→ Description of the task: Copy, from the material below, every line in which the word "overview" can be found.

● ● ● ● ●

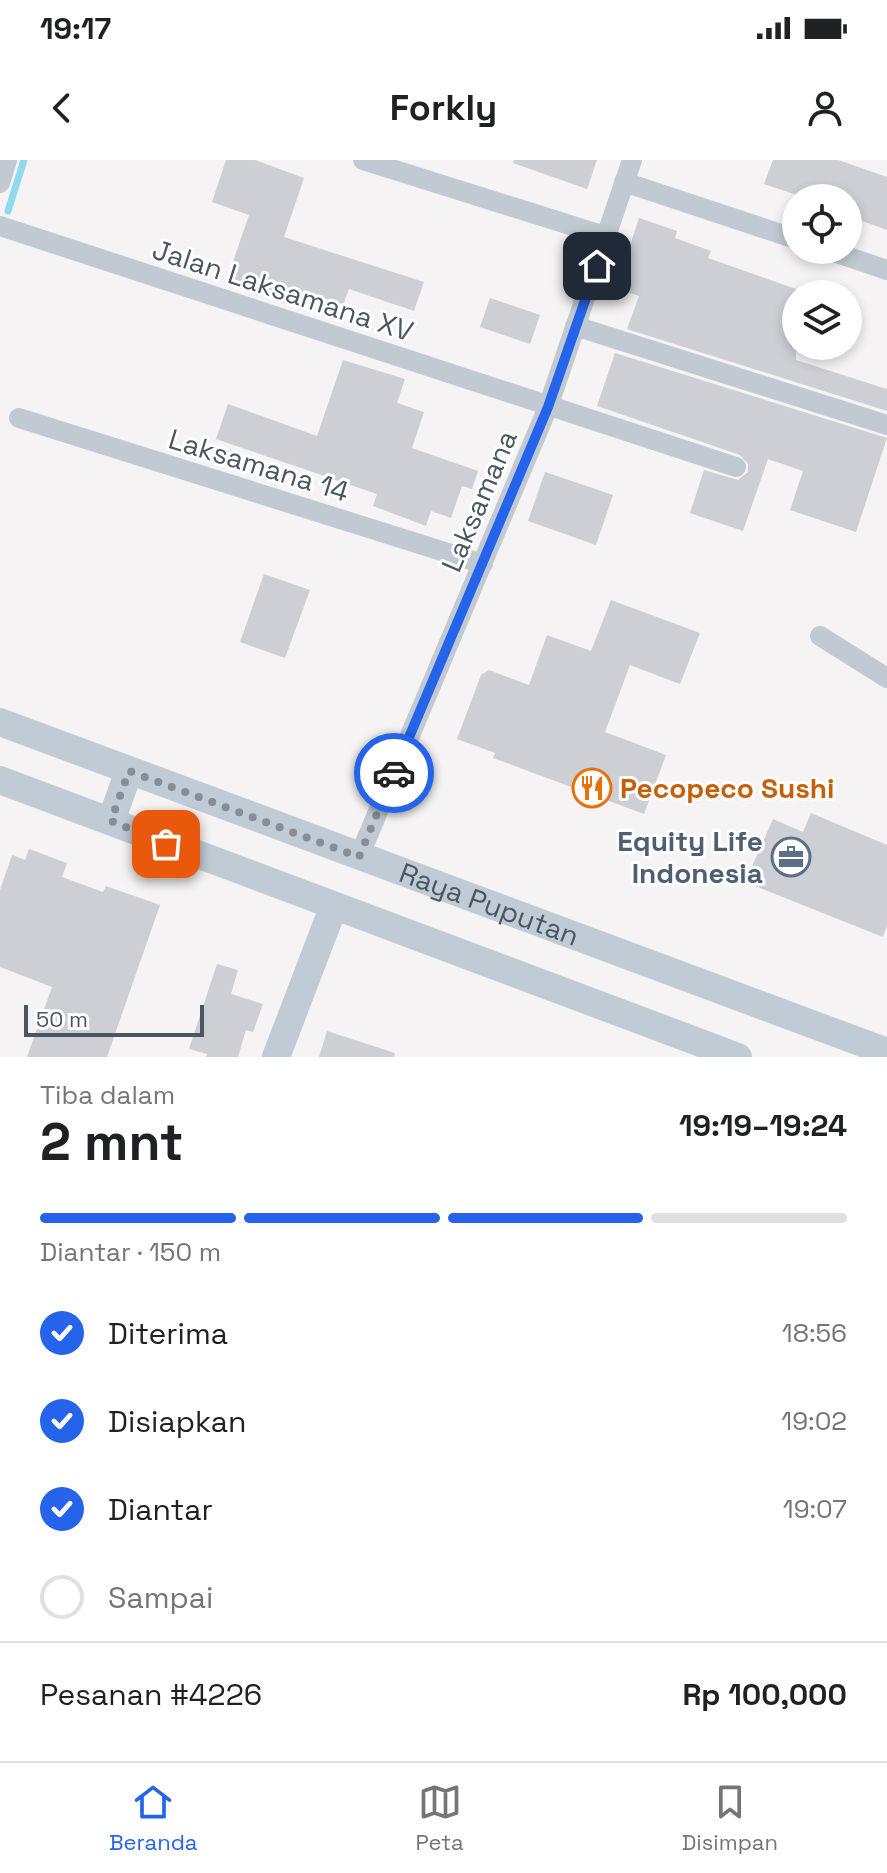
<!DOCTYPE html>
<html lang="id">
<meta charset="utf-8">
<style>
:root{--surface:#fff;--page:#f6f6f6;--text:#202124;--muted:#757577;--line:#e0e0e0;--accent:#2563eb}
body{margin:0;font-family:"Space Grotesk",sans-serif;background:var(--page);color:var(--text);height:100vh;display:flex;flex-direction:column;font-size:30px;white-space:nowrap}
*{box-sizing:border-box;margin:0}
p{font-size:26px;color:var(--muted)}
.icon{flex:none;width:44px;height:44px;fill:none;stroke:currentColor;stroke-width:2;stroke-linecap:round;stroke-linejoin:round}
.map{position:relative;height:897px;overflow:hidden}
.panel{display:flex;flex-direction:column;background:var(--surface);flex:1}
.panel>*{flex:none}
.buttons{position:absolute;left:782px;top:24px;display:grid;gap:16px}
.buttons a{display:grid;place-items:center;width:80px;height:80px;border-radius:50%;background:var(--surface);box-shadow:0 4px 12px #0003;font-size:40px}
.scale{position:absolute;left:24px;bottom:20px;width:180px;box-sizing:border-box;padding-left:8px;border:4px solid #4a5661;border-top:0;font-size:22px;line-height:28px;white-space:nowrap;color:#4a5661;-webkit-text-stroke:6px #fff;paint-order:stroke}
.pin{position:absolute;display:grid;place-items:center;width:68px;height:68px;color:#fff;margin:-34px;border-radius:16px;box-shadow:0 4px 12px #0006}
.courier{position:absolute;display:grid;place-items:center;width:80px;height:80px;margin:-40px;border:6px solid #2563eb;border-radius:50%;background:#fff;color:#222;box-shadow:0 2px 10px #0007}
.overview em{font-style:normal;font-weight:700}
.overview div{display:flex;flex-direction:column-reverse}
.overview{display:flex;align-items:center;justify-content:space-between;height:136px;padding:0 40px}
h1{font-size:52px;font-weight:700;line-height:60px}
.bar{display:grid;grid-template-columns:repeat(4,1fr);gap:12px 8px;align-content:center;height:96px;padding:0 40px}
.bar i{height:10px;border-radius:6px;background:var(--line)}
.bar .on{background:var(--accent)}
.bar p{grid-column:span 4}
.line{display:flex;align-items:center;gap:20px;padding:0 40px;border-top:2px solid var(--line)}
.line div{flex:1}
ol{padding:0 40px;list-style:none}
li{display:flex;align-items:center;gap:24px;height:88px}
li p{margin-inline-start:auto}
li .icon{padding:8px;border-radius:50%;background:var(--accent);color:#fff;stroke-width:4}
li:last-child{color:var(--muted)}
li i{width:44px;height:44px;border:4px solid var(--line);border-radius:50%}
.status{display:flex;justify-content:space-between;align-items:center;height:56px;padding:0 40px;background:var(--surface);direction:ltr}
.status svg{height:22px;fill:currentColor}
header{display:flex;justify-content:space-between;align-items:center;height:104px;padding:0 40px;background:var(--surface);font-size:36px;font-weight:700}
.tab-bar{display:flex;justify-content:space-around;align-items:center;height:112px;border-top:2px solid var(--line);background:var(--surface);font-size:22px;color:var(--muted)}
.tab-bar a{display:grid;justify-items:center;gap:4px}
.tab-bar .on{color:var(--accent)}
.map>svg:first-child{display:block}
.lines{fill:none;stroke-linecap:round;stroke-linejoin:round}
.stream{stroke:#90daee;stroke-width:7}
.building{fill:#cdcfd5}
.street{stroke:#c1cad2;stroke-width:20}
.secondary{stroke:#c1cbd6;stroke-width:28}
.done{stroke:#868d94;stroke-width:8;stroke-dasharray:0 14.4}
.route{stroke:#2563eb;stroke-width:10}
.labels{text-anchor:middle;dominant-baseline:central;stroke-width:6;stroke-linejoin:round;paint-order:stroke}
.street-label{font-size:28px;fill:#4a5661;stroke:#fff}
.food-label{font-size:28px;font-weight:bold;fill:#c56008;stroke:#fff;text-anchor:start}
.service-label{font-size:28px;font-weight:bold;fill:#4e5e75;stroke:#fff;text-anchor:end}
</style>
<div class="status"><b>19:17</b><svg viewBox="0 0 49 12"><path d="M0 12V9h3v3zM5 12V6h3v6zM10 12V3h3v9zM15 12V0h3v12zM26 1h20v11H26zM47 4h2v5h-2z"/></svg></div>
<header><svg class="icon" aria-label="back" viewBox="0 0 24 24"><path d="M15 5l-7 7 7 7"/></svg>Forkly<svg class="icon" aria-label="person" viewBox="0 0 24 24"><circle cx="12" cy="8" r="4"/><path d="M4 21q1-7 8-7t8 7"/></svg></header>
<div class="map">
<svg width="887" height="897" viewBox="0 0 887 897">
<rect width="100%" height="100%" fill="#f5f3f3"/>
<g class="lines">
<path class="stream" d="M8 51 24 0"/>
</g>
<g class="building">
<path d="M226 0H255L304 18 284 77 424 122 414 151 349 129 343 145 305 131 299 148 226 122 249 55 212 42Z"/>
<path d="M514 0H597L587 29 513 3Z"/>
<path d="M773 0H838L887 17V70L848 56V38H806L764 24Z"/>
<path d="M639 58 677 71 675 78 711 91 708 98 796 129V200L887 229V251L627 169 639 136 616 128Z"/>
<path d="M490 138 540 155 530 184 480 167Z"/>
<path d="M615 193 887 278 856 372 790 350 803 311 768 299 743 371 690 353 704 310 738 320 748 312V304L740 295 597 246Z"/>
<path d="M343 200 405 219 397 243 424 252 412 288 478 311 472 329 462 326 451 358 431 351 426 366 373 346 377 334 216 279 228 244 317 276Z"/>
<path d="M545 312 613 335 596 385 528 361Z"/>
<path d="M264 414 310 430 285 498 240 482Z"/>
<path d="M611 440 700 473 680 524 630 505 605 572 666 595 644 654 493 598 495 593 457 579 481 515 489 510 529 525 547 475 591 491Z"/>
<path d="M811 653 887 685V765L883 777 745 722 773 659 803 672Z"/>
<path d="M29 689 67 703 62 717 103 732 106 726 160 745 107 897H27L52 827 0 807V730L12 695 25 700Z"/>
<path d="M217 804 238 810 231 834 263 844 253 872 246 870 238 897H206L207 894 189 889Z"/>
<path d="M327 871 395 893 394 897H319Z"/>
</g>
<g class="lines">
<g class="street">
<path d="M363 0 608 77"/>
<path d="M624 22 796 79"/>
<path d="M0 23 7 0"/>
<path d="M0 66 736 307"/>
<path d="M828 90 887 110"/>
<path d="M575 166 887 265"/>
<path d="M19 258 483 404"/>
<path d="M820 476 887 518"/>
<path d="M359 697 548 247 632 0"/>
</g>
<g class="secondary">
<path id="s1" d="M0 562 887 892"/>
<path d="M0 620 738 897"/>
<path d="M111 661 129 611"/>
<path d="M276 897 333 748"/>
</g>
</g>
<g class="lines">
<path class="done" d="M166 684 111 661 129 611 359 697 394 613"/>
<path class="route" d="M394 613 548 247 597 106"/>
</g>
<defs>
<symbol id="restaurant-ring" viewBox="-11 -11 22 22"><circle r="9.5" fill="#fff" stroke="#e8710a" stroke-width="1.5"/><path d="M-5-6h1v4h1v-4h1v4h1v-4h1v5L-1.5 .5V6h-2V.5L-5-1ZM5-6V6H3V1.5H1.5Q1.5-4 5-6Z" fill="#e8710a"/></symbol>
<symbol id="office-ring" viewBox="-11 -11 22 22"><circle r="9.5" fill="#fff" stroke="#5c6f8a" stroke-width="1.5"/><path d="M-6-3h4V-5.5h4V-3h4V5H-6ZM-1-4.5V-3h2v-1.5ZM-6 0V1H6V0Z" fill="#5c6f8a"/></symbol>
</defs>
<g fill-rule="evenodd">
<use href="#restaurant-ring" x="570" y="606" width="44" height="44"/>
<use href="#office-ring" x="769" y="675" width="44" height="44"/>
</g>
<g class="labels">
<g class="street-label">
<text transform="translate(283 130) rotate(18)">Jalan Laksamana XV</text>
<text transform="translate(259 305) rotate(17)">Laksamana 14</text>
<text transform="translate(479 341) rotate(-67)">Laksamana</text>
<text stroke="none"><textPath href="#s1" startOffset="522">Raya Puputan</textPath></text>
</g>
<g class="food-label">
<text x="620" y="628">Pecopeco Sushi</text>
</g>
<g class="service-label">
<text x="763" y="681">Equity Life<tspan x="763" dy="32">Indonesia</tspan></text>
</g>
</g>
</svg>
<div class="buttons">
<a><svg class="icon" aria-label="locate" viewBox="0 0 24 24"><circle cx="12" cy="12" r="6"/><path d="M12 2v4M12 18v4M2 12h4M18 12h4"/></svg></a>
<a><svg class="icon" aria-label="layers" viewBox="0 0 24 24"><path d="M12 4l9 5-9 5-9-5zM3 14l9 5 9-5"/></svg></a>
</div>
<div class="scale">50 m</div>
<div class="pin" style="left:166px;top:684px;background:#ea580c"><svg class="icon" aria-label="bag" viewBox="0 0 24 24"><path d="M5 8h14l-1 12H6zM9 8a3 3 0 0 1 6 0"/></svg></div>
<div class="pin" style="left:597px;top:106px;background:#1f2937"><svg class="icon" aria-label="home" viewBox="0 0 24 24"><path d="M3 11l9-7 9 7M6 9v11h12V9"/></svg></div>
<div class="courier" style="left:394px;top:613px"><svg class="icon" aria-label="car" viewBox="0 0 24 24"><path d="M5 17H2v-5l4-1 3-4h7l3 4 3 1v5h-3M9 17h6M6 11h13"/><circle cx="7" cy="17" r="2"/><circle cx="17" cy="17" r="2"/></svg></div>
</div>
<section class="panel">
<div class="overview"><div><h1>2 mnt</h1><p>Tiba dalam</p></div><em>19:19–19:24</em></div>
<div class="bar"><i class="on"></i><i class="on"></i><i class="on"></i><i></i><p>Diantar · 150 m</p></div>
<ol>
<li><svg class="icon" aria-label="check" viewBox="0 0 24 24"><path d="M5 12l5 5 9-10"/></svg>Diterima<p>18:56</p></li>
<li><svg class="icon" aria-label="check" viewBox="0 0 24 24"><path d="M5 12l5 5 9-10"/></svg>Disiapkan<p>19:02</p></li>
<li><svg class="icon" aria-label="check" viewBox="0 0 24 24"><path d="M5 12l5 5 9-10"/></svg>Diantar<p>19:07</p></li>
<li><i></i>Sampai</li>
</ol>
<div class="line" style="height:104px"><div>Pesanan #4226</div><b>Rp 100,000</b></div>
</section>
<nav class="tab-bar">
<a class="on"><svg class="icon" aria-label="home" viewBox="0 0 24 24"><path d="M3 11l9-7 9 7M6 9v11h12V9"/></svg>Beranda</a>
<a><svg class="icon" aria-label="map" viewBox="0 0 24 24"><path d="M3 6l6-2 6 2 6-2v14l-6 2-6-2-6 2zM9 4v14M15 6v14"/></svg>Peta</a>
<a><svg class="icon" aria-label="saved" viewBox="0 0 24 24"><path d="M7 4h10v16l-5-4-5 4z"/></svg>Disimpan</a>
</nav>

● ● ● ● ●

→ Exercise result:
.overview em{font-style:normal;font-weight:700}
.overview div{display:flex;flex-direction:column-reverse}
.overview{display:flex;align-items:center;justify-content:space-between;height:136px;padding:0 40px}
<div class="overview"><div><h1>2 mnt</h1><p>Tiba dalam</p></div><em>19:19–19:24</em></div>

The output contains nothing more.